Exercise brief: Once you find the line with "function strokePath(path, color, width, dash)" in the data that follows, repeat it and every line after it exactly, through the line with "M0 0H12L3 25 0 24Z".

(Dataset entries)
---+---

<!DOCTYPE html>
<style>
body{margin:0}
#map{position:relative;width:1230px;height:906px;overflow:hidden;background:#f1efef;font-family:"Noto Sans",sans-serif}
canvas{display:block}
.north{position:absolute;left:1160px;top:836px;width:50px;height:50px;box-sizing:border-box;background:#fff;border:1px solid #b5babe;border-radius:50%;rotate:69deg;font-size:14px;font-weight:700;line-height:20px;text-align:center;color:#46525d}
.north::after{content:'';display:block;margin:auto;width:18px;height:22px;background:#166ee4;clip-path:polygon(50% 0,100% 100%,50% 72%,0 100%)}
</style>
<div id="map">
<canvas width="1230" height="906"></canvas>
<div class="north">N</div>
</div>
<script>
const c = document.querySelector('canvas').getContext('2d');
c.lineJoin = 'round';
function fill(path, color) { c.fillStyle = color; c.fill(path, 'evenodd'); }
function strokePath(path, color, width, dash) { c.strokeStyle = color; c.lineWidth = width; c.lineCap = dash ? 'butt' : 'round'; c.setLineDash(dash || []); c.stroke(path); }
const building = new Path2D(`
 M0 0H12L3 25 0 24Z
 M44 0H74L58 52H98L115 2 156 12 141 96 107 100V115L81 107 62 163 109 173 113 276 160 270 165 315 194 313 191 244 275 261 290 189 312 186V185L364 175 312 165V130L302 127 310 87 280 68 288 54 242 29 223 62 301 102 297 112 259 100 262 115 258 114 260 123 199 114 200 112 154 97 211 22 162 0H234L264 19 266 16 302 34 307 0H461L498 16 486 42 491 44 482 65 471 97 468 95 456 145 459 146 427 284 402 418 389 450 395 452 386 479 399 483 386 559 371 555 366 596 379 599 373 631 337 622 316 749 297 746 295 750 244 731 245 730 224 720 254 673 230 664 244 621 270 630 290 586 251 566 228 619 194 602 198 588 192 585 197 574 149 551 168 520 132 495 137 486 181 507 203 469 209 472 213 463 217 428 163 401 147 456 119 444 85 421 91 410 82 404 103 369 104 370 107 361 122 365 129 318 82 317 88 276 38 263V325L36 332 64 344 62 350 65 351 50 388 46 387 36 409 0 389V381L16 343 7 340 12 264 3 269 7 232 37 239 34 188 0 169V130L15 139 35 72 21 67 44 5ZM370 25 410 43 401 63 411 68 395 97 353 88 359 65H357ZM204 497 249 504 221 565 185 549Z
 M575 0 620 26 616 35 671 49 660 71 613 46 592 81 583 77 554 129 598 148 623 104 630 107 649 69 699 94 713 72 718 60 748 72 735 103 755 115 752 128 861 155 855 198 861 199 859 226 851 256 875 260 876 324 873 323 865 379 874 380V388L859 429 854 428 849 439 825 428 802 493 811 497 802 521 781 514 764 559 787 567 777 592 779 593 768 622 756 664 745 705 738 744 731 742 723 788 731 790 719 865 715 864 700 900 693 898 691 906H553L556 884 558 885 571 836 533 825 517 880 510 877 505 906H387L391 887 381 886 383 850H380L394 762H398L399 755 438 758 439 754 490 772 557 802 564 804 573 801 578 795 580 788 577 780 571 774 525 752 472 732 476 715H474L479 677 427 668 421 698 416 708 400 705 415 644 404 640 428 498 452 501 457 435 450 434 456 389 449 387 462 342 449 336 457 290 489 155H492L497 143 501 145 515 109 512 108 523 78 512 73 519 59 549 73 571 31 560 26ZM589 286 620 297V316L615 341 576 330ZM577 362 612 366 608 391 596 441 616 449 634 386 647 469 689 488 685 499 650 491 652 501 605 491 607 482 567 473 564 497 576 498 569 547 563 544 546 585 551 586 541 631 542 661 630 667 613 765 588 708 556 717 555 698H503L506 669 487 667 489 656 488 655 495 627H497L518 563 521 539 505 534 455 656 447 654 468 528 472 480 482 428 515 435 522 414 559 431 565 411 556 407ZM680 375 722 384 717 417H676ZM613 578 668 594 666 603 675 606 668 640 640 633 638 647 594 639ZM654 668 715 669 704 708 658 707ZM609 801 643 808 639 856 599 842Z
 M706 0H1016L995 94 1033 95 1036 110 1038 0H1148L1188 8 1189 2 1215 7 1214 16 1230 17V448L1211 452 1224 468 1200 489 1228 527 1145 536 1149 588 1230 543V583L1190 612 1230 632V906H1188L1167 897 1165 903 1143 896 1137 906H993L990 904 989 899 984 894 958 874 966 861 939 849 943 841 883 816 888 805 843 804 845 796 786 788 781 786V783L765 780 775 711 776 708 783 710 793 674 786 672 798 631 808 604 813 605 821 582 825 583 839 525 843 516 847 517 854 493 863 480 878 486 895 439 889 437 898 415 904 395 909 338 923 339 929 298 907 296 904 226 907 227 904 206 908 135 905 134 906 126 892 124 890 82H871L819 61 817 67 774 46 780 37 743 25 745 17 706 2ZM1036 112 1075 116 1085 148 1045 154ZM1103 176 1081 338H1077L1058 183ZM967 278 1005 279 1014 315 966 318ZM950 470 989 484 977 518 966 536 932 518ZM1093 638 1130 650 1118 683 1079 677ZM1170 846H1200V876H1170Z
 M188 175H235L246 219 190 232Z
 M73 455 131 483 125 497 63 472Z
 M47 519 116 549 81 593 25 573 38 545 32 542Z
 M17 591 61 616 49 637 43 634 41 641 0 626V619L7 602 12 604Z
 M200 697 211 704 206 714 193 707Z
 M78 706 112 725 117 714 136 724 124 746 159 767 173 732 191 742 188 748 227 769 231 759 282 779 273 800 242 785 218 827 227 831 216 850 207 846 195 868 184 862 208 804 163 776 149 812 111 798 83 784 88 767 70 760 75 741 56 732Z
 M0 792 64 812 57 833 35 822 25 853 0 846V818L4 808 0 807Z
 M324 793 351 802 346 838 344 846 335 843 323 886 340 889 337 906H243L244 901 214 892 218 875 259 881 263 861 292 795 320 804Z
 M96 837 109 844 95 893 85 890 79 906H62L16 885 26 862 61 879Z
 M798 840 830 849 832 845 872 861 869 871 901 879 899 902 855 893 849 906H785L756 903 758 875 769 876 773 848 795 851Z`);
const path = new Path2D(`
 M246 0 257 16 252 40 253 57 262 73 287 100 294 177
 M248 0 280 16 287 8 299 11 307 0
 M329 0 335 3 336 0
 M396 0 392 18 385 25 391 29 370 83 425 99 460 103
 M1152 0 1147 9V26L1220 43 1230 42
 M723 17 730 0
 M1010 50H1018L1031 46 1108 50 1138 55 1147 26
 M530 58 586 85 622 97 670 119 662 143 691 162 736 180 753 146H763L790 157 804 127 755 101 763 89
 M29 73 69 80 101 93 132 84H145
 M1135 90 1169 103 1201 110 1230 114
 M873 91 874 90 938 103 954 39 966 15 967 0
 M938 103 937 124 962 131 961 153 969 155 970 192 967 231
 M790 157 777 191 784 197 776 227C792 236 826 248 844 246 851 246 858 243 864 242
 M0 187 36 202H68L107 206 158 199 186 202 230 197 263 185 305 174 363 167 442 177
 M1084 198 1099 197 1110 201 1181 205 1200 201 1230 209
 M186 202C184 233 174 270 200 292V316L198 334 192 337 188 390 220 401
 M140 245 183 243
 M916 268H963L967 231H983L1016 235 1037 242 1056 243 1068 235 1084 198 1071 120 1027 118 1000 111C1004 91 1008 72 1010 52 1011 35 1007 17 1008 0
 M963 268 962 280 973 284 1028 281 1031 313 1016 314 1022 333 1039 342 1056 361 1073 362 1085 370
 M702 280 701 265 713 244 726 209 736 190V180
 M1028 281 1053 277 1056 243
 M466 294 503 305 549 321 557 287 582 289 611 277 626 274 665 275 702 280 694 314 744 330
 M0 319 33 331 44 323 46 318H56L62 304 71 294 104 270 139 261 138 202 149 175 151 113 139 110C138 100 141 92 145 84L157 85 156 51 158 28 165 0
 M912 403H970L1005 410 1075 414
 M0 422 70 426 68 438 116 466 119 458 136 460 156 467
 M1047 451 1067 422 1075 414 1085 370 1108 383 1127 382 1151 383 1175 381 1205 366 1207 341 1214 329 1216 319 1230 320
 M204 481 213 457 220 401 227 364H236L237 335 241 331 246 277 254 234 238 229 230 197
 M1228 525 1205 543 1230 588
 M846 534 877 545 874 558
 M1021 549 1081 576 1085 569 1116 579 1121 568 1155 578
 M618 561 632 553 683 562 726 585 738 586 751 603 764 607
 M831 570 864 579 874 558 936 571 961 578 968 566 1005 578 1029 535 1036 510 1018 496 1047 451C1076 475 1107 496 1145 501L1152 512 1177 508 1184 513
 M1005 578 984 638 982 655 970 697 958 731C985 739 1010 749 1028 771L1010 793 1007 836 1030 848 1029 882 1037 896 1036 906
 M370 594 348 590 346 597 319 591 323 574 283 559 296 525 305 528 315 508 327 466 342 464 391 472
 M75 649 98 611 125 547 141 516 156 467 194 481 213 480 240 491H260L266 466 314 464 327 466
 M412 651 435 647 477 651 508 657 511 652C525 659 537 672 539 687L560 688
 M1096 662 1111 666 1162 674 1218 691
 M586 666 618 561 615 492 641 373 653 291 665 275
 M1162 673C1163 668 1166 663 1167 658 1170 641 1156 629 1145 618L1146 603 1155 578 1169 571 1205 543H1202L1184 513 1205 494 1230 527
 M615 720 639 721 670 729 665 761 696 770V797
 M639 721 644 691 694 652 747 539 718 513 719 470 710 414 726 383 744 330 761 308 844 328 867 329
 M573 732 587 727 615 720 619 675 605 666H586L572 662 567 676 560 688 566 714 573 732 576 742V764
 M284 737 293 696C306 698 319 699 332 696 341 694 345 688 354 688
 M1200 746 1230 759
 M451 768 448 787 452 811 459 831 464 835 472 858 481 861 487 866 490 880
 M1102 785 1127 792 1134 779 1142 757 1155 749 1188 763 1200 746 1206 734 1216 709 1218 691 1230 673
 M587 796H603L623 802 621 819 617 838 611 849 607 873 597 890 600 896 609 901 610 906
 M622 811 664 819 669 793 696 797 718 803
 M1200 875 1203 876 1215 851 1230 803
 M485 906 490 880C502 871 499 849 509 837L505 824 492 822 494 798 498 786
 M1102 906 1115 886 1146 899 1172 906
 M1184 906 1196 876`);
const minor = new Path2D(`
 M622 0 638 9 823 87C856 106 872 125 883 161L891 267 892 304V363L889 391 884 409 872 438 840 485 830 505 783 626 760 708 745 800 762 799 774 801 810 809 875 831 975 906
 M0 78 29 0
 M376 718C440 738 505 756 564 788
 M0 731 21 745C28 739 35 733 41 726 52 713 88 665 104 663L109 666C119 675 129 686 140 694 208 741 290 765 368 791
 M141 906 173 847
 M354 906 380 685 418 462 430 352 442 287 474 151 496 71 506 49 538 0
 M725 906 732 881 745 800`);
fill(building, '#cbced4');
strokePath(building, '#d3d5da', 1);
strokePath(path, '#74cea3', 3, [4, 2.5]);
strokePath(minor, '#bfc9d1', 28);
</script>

---+---

Exercise result:
function strokePath(path, color, width, dash) { c.strokeStyle = color; c.lineWidth = width; c.lineCap = dash ? 'butt' : 'round'; c.setLineDash(dash || []); c.stroke(path); }
const building = new Path2D(`
 M0 0H12L3 25 0 24Z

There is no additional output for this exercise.